__Exercise requirements__:
What lines in the entries hold the string "panel"? List them.

Records from a data source
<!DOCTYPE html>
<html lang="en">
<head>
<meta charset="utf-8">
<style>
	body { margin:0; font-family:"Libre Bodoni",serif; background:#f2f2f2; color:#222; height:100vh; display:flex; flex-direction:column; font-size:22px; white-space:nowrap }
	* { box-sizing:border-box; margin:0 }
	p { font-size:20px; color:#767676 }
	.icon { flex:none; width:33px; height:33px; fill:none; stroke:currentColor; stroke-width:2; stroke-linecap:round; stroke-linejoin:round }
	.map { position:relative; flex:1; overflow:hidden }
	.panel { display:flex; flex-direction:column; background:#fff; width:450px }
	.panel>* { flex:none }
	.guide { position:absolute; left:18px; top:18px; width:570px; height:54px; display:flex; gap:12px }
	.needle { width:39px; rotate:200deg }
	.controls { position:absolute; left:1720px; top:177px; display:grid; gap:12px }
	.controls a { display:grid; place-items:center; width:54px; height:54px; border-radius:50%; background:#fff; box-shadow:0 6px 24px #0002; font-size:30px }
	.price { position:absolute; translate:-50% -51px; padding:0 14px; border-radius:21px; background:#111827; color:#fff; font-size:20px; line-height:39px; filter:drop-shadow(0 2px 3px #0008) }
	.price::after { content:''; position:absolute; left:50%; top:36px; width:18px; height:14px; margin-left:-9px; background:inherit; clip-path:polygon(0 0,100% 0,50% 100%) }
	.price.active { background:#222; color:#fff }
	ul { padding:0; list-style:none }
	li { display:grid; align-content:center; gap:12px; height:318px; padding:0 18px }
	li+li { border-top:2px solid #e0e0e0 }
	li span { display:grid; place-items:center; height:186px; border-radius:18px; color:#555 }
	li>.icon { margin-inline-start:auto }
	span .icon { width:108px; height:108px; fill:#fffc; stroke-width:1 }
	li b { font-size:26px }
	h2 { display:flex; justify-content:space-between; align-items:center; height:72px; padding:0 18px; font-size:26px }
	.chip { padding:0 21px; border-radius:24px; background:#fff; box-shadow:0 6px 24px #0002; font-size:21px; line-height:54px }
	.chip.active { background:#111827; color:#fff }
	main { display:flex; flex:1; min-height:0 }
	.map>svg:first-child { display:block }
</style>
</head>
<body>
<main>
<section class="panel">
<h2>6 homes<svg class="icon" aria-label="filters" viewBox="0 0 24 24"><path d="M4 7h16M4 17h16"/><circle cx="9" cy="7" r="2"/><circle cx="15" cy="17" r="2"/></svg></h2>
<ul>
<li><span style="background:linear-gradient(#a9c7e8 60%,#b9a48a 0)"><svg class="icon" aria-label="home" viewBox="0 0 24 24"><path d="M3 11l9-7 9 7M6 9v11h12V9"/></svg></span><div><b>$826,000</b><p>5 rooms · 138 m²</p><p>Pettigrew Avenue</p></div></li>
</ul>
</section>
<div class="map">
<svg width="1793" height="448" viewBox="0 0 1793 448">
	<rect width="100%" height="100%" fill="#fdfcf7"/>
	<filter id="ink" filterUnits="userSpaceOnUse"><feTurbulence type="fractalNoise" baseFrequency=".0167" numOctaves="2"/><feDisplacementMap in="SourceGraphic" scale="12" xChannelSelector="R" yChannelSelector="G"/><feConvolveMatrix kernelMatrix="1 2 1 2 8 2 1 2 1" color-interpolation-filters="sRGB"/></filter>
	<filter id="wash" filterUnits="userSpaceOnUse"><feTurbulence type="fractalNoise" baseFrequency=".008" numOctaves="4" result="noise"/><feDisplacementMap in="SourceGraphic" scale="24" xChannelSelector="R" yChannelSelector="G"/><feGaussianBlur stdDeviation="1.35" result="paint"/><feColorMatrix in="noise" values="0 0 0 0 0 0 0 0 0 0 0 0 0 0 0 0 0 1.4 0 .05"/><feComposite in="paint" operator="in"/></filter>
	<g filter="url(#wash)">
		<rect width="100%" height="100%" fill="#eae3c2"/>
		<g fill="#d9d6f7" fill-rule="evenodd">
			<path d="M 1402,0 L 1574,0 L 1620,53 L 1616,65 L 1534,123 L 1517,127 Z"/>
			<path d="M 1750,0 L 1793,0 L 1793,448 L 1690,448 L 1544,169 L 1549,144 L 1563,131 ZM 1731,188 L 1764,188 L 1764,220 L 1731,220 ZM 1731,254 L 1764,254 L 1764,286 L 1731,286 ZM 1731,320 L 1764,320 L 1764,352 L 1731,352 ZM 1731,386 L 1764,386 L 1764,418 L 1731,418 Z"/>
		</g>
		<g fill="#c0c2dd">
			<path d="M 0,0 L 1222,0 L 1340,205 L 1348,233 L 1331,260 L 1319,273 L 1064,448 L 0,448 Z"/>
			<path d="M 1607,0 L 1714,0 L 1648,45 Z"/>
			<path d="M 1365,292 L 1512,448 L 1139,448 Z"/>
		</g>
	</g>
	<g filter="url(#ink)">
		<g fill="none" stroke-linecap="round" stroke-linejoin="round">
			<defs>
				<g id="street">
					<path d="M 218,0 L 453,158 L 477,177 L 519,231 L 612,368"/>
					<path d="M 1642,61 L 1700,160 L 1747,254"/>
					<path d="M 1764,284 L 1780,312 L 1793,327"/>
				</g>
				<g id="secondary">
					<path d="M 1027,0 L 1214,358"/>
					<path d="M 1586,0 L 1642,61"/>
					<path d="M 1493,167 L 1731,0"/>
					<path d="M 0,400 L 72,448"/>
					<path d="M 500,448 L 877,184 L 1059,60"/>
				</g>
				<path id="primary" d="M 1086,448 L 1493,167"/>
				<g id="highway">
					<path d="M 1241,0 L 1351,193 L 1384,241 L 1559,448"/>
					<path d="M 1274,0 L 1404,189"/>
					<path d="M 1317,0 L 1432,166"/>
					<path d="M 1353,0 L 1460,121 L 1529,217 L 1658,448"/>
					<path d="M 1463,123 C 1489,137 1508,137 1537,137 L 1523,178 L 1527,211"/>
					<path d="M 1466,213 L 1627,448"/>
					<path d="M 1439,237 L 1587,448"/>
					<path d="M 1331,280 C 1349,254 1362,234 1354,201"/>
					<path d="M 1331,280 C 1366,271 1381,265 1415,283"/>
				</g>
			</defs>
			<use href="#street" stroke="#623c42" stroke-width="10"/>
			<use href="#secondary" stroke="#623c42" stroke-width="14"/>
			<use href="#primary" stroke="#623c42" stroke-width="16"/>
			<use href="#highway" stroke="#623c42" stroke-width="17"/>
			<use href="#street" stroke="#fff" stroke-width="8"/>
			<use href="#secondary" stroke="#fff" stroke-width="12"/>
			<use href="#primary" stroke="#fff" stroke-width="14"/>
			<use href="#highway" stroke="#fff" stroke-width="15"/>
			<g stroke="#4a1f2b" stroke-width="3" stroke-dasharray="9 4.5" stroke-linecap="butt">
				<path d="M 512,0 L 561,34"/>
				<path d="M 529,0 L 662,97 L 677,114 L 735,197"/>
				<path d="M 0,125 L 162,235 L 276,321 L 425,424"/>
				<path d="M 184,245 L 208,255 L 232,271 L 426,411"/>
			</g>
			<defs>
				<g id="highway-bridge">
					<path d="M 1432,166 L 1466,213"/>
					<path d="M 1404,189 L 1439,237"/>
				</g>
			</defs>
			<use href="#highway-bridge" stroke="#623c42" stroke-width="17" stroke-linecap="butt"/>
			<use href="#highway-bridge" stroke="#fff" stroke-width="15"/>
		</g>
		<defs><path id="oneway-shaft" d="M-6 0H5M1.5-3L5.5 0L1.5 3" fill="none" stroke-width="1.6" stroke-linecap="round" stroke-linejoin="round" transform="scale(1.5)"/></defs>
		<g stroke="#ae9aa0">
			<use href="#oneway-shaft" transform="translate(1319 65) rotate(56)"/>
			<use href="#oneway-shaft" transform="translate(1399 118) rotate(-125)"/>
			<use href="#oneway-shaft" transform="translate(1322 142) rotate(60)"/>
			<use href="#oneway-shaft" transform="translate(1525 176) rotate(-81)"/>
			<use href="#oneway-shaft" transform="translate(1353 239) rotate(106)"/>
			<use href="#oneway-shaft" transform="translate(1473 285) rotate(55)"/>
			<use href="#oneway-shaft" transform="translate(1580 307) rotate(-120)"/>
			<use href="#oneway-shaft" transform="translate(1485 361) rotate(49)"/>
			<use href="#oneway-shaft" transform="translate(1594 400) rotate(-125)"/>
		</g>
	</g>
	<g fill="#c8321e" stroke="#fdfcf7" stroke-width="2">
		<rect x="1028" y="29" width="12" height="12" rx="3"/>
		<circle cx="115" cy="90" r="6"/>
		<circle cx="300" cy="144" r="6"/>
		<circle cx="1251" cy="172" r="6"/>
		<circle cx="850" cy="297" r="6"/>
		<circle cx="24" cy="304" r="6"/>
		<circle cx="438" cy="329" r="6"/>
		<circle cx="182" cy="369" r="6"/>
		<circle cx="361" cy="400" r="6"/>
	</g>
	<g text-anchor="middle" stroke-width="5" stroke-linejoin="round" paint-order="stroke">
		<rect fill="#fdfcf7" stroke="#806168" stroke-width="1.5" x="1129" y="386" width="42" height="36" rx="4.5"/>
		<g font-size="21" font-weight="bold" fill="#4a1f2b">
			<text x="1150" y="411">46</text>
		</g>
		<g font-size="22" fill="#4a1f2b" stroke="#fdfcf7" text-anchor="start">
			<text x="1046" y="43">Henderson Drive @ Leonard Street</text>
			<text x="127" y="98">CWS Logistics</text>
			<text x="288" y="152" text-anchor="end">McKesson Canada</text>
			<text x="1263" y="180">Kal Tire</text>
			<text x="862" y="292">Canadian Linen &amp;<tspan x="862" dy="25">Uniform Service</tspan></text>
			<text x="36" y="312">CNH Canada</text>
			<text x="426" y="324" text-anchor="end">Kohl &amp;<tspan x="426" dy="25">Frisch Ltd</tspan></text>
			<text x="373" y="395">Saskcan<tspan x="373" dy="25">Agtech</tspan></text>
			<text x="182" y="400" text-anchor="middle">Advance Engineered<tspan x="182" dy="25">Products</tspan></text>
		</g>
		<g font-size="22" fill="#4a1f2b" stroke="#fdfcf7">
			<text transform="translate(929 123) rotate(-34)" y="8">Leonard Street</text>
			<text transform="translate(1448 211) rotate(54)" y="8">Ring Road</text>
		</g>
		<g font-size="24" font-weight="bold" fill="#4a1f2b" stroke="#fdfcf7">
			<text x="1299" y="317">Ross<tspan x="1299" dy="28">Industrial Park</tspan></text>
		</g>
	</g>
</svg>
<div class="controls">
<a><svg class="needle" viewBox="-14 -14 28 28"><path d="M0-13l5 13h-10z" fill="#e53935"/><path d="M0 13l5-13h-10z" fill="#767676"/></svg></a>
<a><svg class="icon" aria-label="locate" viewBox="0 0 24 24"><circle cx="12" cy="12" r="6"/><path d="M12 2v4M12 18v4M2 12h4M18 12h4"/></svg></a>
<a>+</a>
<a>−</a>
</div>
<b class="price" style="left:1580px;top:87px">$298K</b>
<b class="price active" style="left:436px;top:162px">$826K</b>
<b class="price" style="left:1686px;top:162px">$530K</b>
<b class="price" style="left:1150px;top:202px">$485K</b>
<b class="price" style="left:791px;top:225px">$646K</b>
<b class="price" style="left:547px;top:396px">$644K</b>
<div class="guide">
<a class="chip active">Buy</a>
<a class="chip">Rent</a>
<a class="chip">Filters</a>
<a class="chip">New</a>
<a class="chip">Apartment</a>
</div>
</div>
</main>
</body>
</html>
* * *
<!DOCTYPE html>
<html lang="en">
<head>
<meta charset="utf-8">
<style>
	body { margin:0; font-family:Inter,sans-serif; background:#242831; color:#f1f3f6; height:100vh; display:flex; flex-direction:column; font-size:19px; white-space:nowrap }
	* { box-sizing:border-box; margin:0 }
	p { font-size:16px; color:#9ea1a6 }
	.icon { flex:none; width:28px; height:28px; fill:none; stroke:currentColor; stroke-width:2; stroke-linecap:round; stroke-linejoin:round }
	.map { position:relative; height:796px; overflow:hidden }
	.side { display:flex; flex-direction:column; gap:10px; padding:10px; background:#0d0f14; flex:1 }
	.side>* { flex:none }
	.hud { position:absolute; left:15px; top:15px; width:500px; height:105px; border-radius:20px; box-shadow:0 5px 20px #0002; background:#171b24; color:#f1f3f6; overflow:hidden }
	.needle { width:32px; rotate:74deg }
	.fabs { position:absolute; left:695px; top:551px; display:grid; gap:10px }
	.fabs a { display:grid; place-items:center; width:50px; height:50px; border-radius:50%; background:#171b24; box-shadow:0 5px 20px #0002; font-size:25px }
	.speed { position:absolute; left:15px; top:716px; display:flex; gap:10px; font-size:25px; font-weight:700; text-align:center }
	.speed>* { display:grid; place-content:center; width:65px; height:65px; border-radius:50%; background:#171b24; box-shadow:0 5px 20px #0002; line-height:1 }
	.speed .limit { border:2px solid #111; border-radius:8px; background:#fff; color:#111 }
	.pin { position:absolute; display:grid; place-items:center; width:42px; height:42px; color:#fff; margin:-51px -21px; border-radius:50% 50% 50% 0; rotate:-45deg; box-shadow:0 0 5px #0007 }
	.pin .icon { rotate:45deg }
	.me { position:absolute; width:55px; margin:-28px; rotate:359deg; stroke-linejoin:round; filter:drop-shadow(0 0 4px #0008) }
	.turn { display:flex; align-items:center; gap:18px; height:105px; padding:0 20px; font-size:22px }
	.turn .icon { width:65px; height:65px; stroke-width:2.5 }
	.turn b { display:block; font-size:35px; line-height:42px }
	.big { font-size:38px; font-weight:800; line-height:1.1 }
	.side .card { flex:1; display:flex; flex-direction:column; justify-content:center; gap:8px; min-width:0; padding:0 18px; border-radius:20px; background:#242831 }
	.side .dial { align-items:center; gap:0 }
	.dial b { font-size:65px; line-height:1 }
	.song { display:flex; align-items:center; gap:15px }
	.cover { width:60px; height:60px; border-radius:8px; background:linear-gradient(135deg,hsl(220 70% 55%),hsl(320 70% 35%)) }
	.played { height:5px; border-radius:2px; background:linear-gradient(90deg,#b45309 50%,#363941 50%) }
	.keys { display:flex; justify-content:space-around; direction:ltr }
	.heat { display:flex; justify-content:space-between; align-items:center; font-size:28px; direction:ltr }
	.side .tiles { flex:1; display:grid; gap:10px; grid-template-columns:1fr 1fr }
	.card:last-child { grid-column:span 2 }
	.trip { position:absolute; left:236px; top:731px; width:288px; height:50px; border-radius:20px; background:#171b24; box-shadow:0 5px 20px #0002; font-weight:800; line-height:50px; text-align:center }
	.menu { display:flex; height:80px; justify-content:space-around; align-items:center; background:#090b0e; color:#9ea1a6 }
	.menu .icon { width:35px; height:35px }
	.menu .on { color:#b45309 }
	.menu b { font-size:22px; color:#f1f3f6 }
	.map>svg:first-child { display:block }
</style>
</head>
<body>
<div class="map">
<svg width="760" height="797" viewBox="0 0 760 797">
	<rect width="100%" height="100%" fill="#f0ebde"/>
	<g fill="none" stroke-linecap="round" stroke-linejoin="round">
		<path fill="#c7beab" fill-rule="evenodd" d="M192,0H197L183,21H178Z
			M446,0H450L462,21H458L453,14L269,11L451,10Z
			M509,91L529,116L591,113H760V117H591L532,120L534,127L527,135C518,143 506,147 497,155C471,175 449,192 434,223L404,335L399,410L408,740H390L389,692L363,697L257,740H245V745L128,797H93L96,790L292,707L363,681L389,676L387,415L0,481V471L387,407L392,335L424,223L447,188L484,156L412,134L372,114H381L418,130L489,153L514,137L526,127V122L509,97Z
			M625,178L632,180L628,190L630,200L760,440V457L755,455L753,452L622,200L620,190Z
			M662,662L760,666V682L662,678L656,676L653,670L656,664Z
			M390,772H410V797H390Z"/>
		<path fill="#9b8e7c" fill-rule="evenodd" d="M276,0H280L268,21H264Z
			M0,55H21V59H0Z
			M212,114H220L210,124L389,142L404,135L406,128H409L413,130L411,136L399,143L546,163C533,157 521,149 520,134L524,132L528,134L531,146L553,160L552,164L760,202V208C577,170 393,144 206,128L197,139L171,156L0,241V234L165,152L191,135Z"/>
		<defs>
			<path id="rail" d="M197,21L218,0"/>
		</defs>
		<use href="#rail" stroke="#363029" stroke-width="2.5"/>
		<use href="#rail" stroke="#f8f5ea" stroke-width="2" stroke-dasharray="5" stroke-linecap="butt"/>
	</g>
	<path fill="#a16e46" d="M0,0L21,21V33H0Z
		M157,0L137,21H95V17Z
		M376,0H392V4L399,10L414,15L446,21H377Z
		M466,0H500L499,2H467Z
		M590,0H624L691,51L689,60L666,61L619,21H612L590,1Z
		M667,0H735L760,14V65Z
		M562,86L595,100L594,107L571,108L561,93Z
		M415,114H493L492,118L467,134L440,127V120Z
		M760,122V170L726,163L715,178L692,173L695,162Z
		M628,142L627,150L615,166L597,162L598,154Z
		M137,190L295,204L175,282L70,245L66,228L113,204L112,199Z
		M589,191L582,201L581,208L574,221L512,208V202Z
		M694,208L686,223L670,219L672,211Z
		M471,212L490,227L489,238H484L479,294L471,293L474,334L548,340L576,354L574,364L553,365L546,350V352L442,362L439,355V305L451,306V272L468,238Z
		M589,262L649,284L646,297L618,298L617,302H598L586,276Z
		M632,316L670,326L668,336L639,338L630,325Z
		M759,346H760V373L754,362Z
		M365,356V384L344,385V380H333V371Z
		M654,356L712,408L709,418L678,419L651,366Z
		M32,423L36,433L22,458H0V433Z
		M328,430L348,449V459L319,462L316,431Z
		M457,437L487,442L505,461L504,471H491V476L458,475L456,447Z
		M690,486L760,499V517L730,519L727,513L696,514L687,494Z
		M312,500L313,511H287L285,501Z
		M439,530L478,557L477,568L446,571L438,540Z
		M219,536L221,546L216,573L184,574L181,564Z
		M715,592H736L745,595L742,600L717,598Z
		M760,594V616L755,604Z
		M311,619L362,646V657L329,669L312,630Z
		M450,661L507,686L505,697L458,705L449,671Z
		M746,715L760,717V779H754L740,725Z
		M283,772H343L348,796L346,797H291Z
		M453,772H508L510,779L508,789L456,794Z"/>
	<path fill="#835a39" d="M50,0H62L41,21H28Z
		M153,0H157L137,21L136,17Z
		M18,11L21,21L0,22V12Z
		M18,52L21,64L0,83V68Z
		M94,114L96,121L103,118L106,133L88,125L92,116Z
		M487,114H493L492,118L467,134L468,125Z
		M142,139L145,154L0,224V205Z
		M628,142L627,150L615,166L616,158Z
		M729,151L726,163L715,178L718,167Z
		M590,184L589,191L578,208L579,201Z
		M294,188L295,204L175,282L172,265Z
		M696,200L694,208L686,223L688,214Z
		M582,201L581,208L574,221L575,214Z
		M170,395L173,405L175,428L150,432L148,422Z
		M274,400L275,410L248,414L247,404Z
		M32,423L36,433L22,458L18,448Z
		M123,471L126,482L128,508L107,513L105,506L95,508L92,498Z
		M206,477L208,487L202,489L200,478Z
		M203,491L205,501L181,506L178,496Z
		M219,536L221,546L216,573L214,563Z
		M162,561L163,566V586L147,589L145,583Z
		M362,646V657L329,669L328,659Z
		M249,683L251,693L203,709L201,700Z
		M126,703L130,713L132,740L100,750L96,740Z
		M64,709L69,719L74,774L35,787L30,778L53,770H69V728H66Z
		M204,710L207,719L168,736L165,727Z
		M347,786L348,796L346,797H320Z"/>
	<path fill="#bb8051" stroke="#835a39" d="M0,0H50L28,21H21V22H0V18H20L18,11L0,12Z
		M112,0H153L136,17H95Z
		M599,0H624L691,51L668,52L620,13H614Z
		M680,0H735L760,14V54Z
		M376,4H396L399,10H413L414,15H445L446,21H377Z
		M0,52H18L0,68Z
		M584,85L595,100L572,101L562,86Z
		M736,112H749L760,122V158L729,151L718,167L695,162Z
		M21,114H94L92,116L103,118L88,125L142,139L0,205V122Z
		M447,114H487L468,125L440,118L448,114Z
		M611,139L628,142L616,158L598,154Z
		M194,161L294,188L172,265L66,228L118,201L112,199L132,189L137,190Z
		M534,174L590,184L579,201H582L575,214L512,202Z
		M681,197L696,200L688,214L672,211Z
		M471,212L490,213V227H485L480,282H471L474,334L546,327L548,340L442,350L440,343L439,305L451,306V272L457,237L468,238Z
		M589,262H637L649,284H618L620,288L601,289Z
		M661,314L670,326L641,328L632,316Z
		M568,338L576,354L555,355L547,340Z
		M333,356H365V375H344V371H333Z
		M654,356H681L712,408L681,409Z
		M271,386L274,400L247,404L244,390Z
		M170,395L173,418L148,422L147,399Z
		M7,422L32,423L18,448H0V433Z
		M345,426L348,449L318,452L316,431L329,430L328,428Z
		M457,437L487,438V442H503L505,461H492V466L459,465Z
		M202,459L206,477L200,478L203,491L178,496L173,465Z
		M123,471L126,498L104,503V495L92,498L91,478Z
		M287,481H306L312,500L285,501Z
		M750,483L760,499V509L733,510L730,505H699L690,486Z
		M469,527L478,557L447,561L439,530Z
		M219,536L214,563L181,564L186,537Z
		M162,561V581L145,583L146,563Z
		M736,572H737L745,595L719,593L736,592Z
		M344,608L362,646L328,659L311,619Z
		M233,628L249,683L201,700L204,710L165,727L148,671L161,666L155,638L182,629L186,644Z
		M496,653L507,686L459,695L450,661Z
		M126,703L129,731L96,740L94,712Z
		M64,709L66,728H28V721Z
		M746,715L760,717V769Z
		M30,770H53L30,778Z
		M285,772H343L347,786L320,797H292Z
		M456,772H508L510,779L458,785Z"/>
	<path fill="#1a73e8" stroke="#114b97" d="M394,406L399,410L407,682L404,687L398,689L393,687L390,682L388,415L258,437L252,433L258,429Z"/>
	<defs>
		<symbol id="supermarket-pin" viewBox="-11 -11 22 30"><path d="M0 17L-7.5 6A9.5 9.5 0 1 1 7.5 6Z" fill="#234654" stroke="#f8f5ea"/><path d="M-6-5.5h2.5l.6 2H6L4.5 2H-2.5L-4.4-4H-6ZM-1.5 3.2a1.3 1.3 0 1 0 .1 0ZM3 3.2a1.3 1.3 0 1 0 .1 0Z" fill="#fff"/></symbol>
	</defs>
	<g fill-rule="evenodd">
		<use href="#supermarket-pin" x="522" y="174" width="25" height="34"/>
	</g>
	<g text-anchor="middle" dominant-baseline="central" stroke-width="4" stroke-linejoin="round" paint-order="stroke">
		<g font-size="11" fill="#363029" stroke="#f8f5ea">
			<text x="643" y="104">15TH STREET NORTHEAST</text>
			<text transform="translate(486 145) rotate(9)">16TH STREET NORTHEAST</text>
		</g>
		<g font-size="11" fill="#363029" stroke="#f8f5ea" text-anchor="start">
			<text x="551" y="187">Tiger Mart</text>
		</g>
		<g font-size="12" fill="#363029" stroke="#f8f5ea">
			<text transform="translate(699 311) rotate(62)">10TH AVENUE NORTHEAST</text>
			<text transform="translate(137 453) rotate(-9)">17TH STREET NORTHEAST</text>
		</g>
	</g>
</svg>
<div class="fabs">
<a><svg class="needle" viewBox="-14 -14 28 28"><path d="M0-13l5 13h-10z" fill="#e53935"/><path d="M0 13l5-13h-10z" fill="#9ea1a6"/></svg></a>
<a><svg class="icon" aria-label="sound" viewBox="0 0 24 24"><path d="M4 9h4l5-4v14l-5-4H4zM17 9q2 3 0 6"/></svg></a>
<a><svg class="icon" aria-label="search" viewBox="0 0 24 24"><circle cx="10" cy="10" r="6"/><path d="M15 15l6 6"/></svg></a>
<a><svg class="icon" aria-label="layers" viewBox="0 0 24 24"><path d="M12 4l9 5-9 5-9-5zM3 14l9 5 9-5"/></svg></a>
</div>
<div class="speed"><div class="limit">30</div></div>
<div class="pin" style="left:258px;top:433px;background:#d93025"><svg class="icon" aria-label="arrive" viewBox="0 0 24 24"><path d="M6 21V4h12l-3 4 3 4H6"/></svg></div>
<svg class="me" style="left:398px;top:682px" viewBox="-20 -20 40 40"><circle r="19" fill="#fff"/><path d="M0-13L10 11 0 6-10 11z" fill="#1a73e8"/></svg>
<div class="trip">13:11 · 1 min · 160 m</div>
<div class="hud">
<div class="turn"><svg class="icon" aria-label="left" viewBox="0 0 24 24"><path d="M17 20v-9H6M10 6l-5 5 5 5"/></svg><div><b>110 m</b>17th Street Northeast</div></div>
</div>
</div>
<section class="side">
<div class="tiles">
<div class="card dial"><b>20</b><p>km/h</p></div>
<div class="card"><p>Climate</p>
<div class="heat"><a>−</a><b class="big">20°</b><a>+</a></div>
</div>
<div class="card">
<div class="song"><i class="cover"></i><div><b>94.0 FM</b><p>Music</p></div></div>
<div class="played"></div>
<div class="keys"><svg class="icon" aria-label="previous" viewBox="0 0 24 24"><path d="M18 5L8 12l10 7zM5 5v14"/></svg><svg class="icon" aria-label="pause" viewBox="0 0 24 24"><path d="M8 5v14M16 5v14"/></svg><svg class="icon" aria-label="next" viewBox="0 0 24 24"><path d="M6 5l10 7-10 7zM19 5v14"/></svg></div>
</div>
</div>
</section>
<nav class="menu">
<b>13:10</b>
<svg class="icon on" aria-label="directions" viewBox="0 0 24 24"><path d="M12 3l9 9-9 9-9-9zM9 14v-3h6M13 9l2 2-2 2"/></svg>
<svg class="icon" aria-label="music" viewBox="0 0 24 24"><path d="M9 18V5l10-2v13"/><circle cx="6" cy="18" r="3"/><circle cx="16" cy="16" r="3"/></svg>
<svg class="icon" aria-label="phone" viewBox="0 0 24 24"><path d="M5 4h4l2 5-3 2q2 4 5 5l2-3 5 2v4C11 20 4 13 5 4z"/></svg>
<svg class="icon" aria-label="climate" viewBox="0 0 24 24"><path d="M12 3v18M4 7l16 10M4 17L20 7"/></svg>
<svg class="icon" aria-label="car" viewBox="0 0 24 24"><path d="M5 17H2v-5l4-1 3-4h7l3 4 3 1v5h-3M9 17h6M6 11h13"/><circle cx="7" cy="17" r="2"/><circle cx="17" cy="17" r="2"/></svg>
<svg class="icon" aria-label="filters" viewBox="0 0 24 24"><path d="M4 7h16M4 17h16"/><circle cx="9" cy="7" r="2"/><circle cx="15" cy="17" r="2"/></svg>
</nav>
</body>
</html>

__Written solution__:
	.panel { display:flex; flex-direction:column; background:#fff; width:450px }
	.panel>* { flex:none }
<section class="panel">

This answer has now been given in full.